Pick each line containing the word "Polk" out of the data below.

Records supplied >>
▼

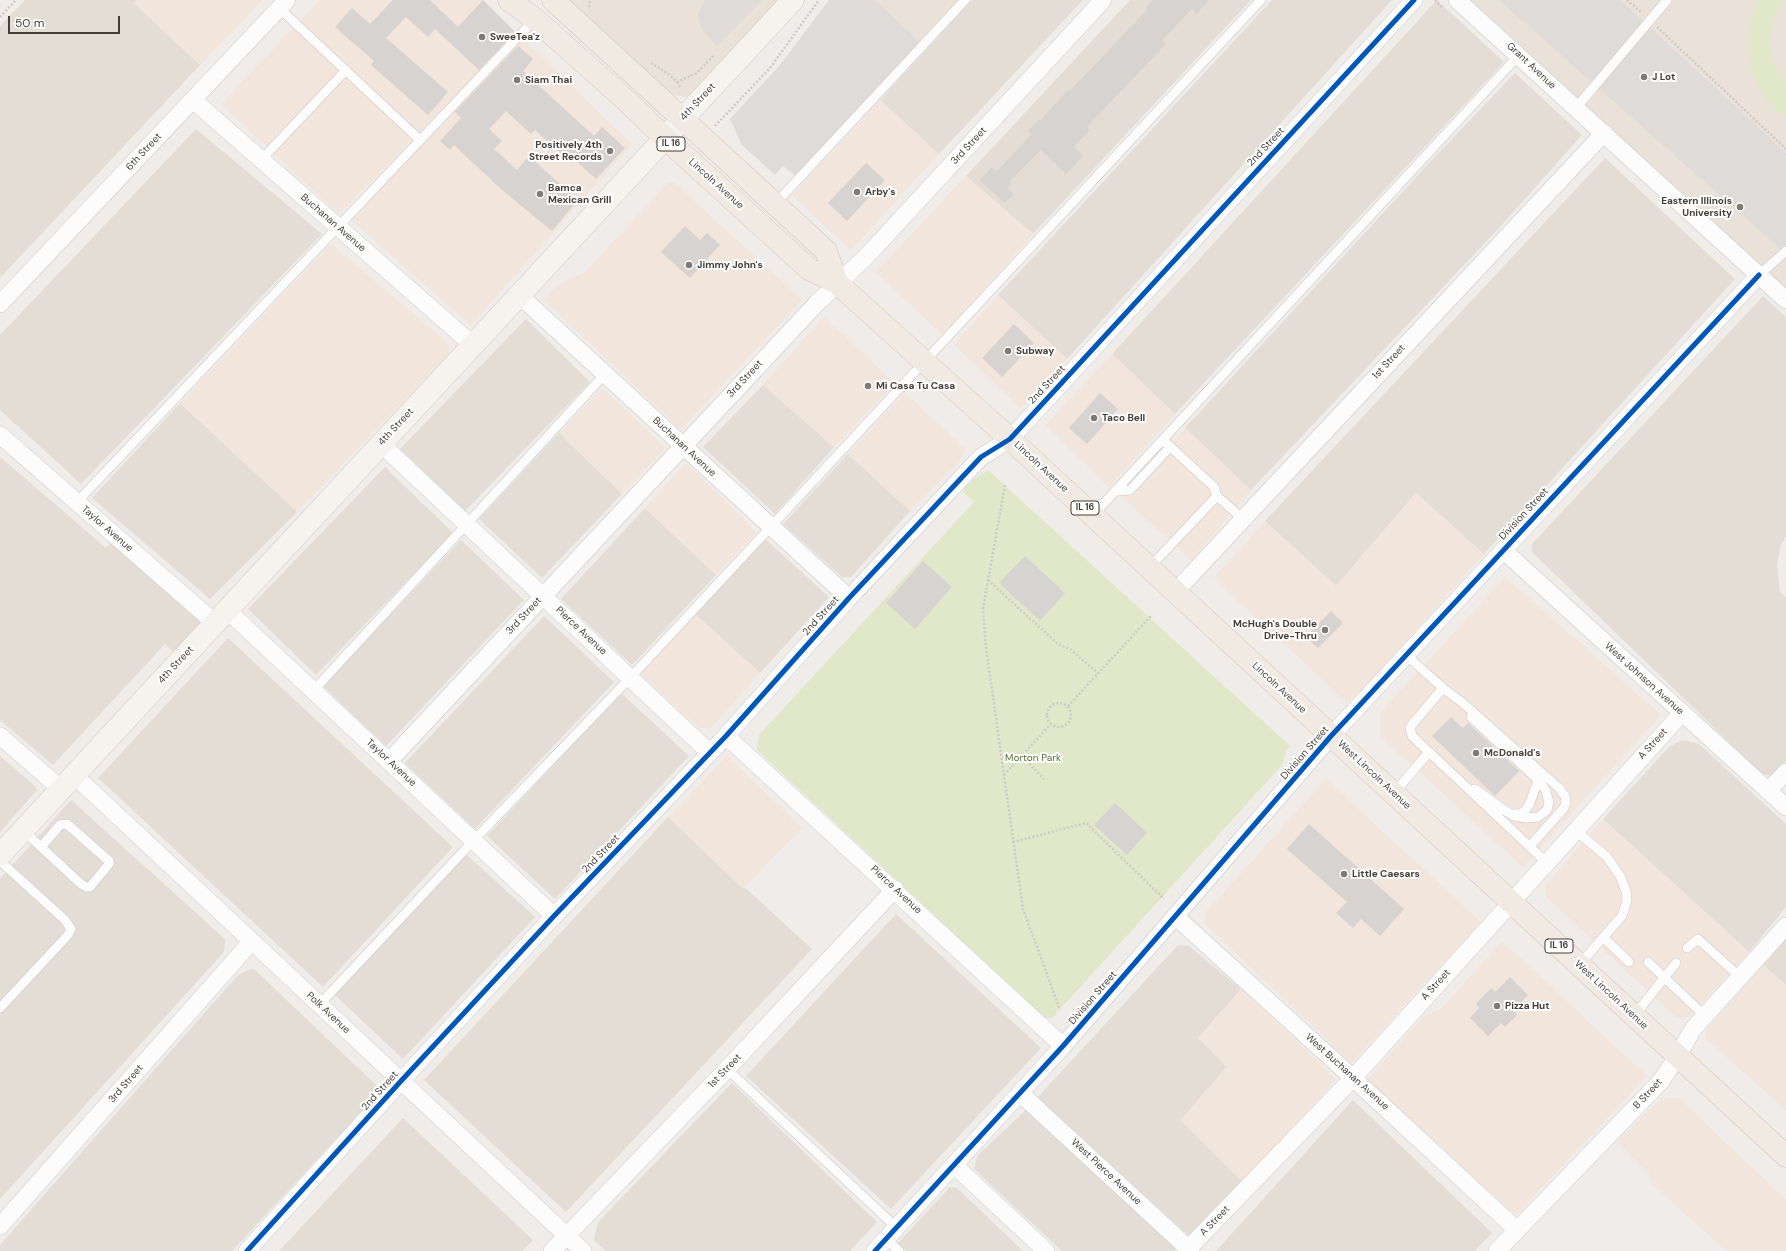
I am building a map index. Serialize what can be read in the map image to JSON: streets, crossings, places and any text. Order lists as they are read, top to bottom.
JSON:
{
  "streets": {
    "main road": ["IL 16", "Lincoln Avenue", "West Lincoln Avenue"],
    "street": [
      "Grant Avenue",
      "4th Street",
      "3rd Street",
      "2nd Street",
      "6th Street",
      "Buchanan Avenue",
      "1st Street",
      "Division Street",
      "Taylor Avenue",
      "Pierce Avenue",
      "West Johnson Avenue",
      "A Street",
      "Polk Avenue",
      "West Buchanan Avenue",
      "B Street",
      "West Pierce Avenue"
    ]
  },
  "crossings": [
    ["Grant Avenue", "1st Street"],
    ["Grant Avenue", "Division Street"],
    ["4th Street", "Lincoln Avenue"],
    ["4th Street", "Buchanan Avenue"],
    ["4th Street", "Taylor Avenue"],
    ["4th Street", "Pierce Avenue"],
    ["4th Street", "Polk Avenue"],
    ["3rd Street", "Lincoln Avenue"],
    ["3rd Street", "Buchanan Avenue"],
    ["3rd Street", "Taylor Avenue"],
    ["3rd Street", "Pierce Avenue"],
    ["3rd Street", "Polk Avenue"],
    ["2nd Street", "Lincoln Avenue"],
    ["2nd Street", "Buchanan Avenue"],
    ["2nd Street", "Taylor Avenue"],
    ["2nd Street", "Pierce Avenue"],
    ["2nd Street", "Polk Avenue"],
    ["6th Street", "Buchanan Avenue"],
    ["Lincoln Avenue", "1st Street"],
    ["Lincoln Avenue", "Division Street"],
    ["Lincoln Avenue", "West Lincoln Avenue"],
    ["1st Street", "Pierce Avenue"],
    ["1st Street", "Polk Avenue"],
    ["Division Street", "Pierce Avenue"],
    ["Division Street", "West Johnson Avenue"],
    ["Division Street", "West Lincoln Avenue"],
    ["Division Street", "West Buchanan Avenue"],
    ["Division Street", "West Pierce Avenue"],
    ["West Johnson Avenue", "A Street"],
    ["A Street", "West Lincoln Avenue"],
    ["A Street", "West Buchanan Avenue"],
    ["A Street", "West Pierce Avenue"],
    ["West Lincoln Avenue", "B Street"],
    ["West Buchanan Avenue", "B Street"]
  ],
  "parks": ["Morton Park"],
  "places": [
    "SweeTea'z",
    "J Lot",
    "Siam Thai",
    "Positively 4th Street Records",
    "Arby's",
    "Bamca Mexican Grill",
    "Eastern Illinois University",
    "Jimmy John's",
    "Subway",
    "Mi Casa Tu Casa",
    "Taco Bell",
    "McHugh's Double Drive-Thru",
    "McDonald's",
    "Little Caesars",
    "Pizza Hut"
  ],
  "scale_bar": "50 m"
}
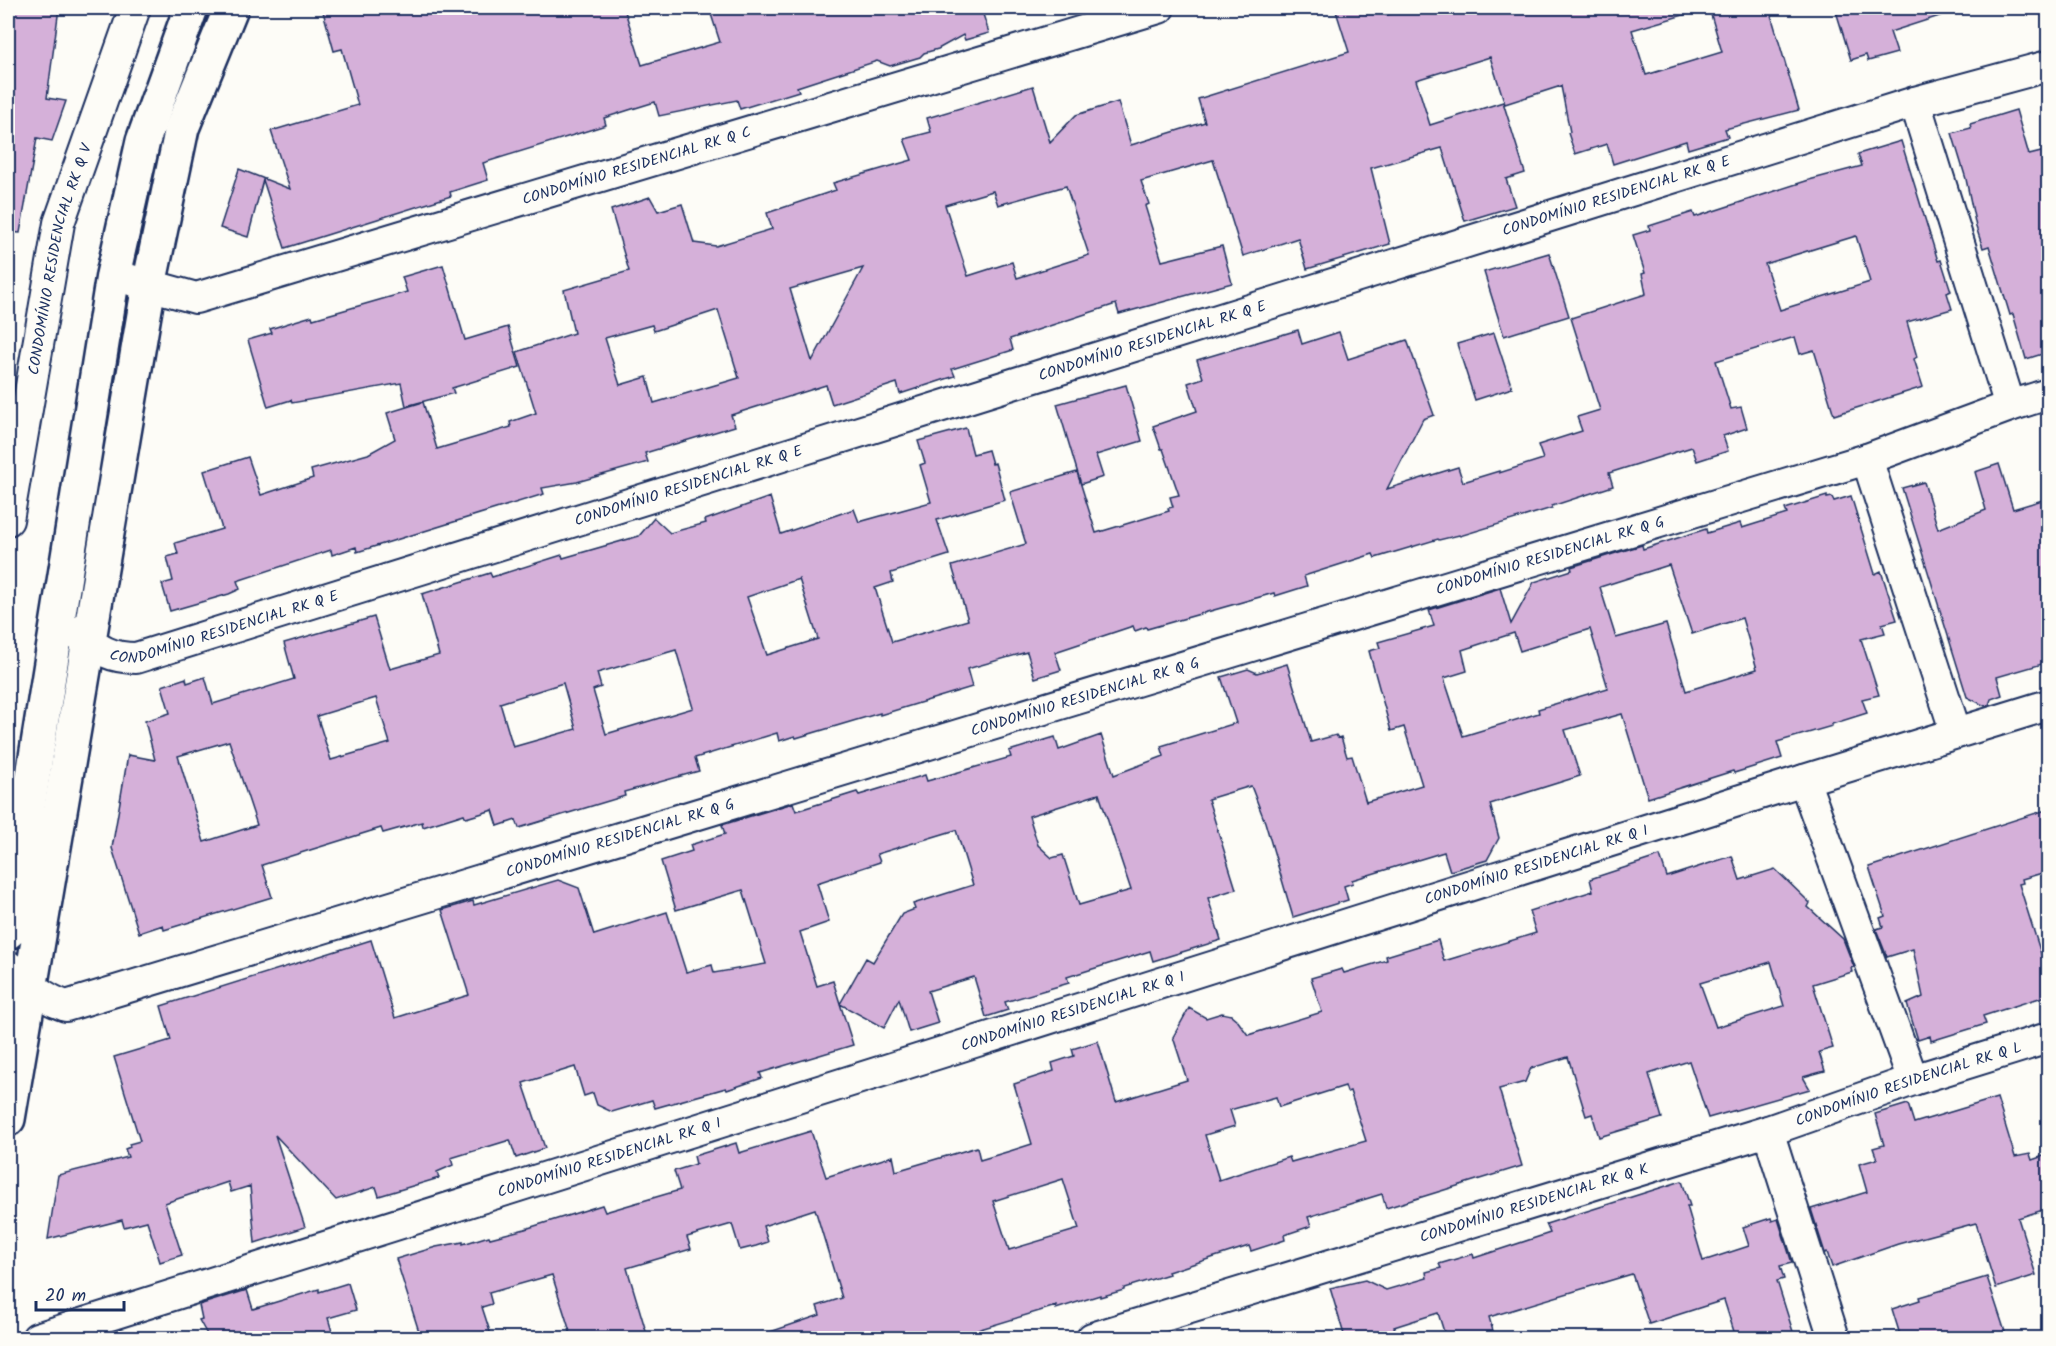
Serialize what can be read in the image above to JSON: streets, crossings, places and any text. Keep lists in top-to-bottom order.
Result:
{
  "streets": {
    "street": [
      "CONDOMÍNIO RESIDENCIAL RK Q C",
      "CONDOMÍNIO RESIDENCIAL RK Q E",
      "CONDOMÍNIO RESIDENCIAL RK Q V",
      "CONDOMÍNIO RESIDENCIAL RK Q G",
      "CONDOMÍNIO RESIDENCIAL RK Q I",
      "CONDOMÍNIO RESIDENCIAL RK Q L",
      "CONDOMÍNIO RESIDENCIAL RK Q K"
    ]
  },
  "crossings": [
    ["CONDOMÍNIO RESIDENCIAL RK Q L", "CONDOMÍNIO RESIDENCIAL RK Q K"]
  ],
  "scale_bar": "20 m"
}
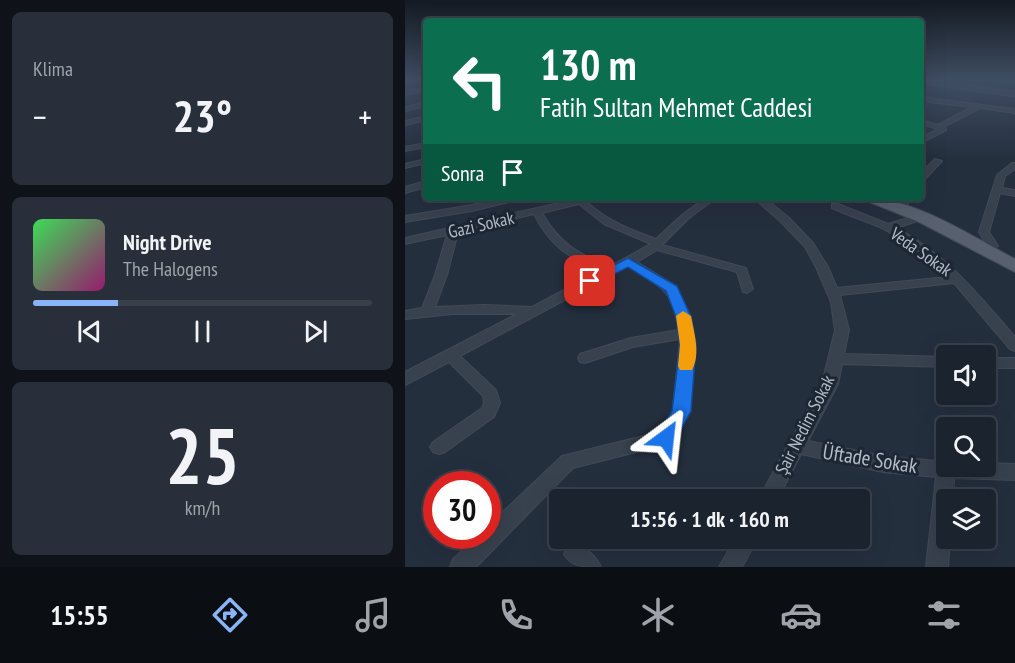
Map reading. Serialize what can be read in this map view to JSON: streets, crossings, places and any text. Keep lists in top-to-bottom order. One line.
{"streets":{"street":["Gazi Sokak","Veda Sokak","Şair Nedim Sokak","Üftade Sokak"]},"crossings":[["Şair Nedim Sokak","Üftade Sokak"]],"page":{"tile":["Klima",["25","km/h"]],"turn":["130 m","Fatih Sultan Mehmet Caddesi"],"heat":["−","23°","+"],"then":"Sonra","song":["Night Drive","The Halogens"],"limit":"30","trip":"15:56 · 1 dk · 160 m","tabs":"15:55"}}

▲

Result of the task >>
      "Polk Avenue",
    ["4th Street", "Polk Avenue"],
    ["3rd Street", "Polk Avenue"],
    ["2nd Street", "Polk Avenue"],
    ["1st Street", "Polk Avenue"],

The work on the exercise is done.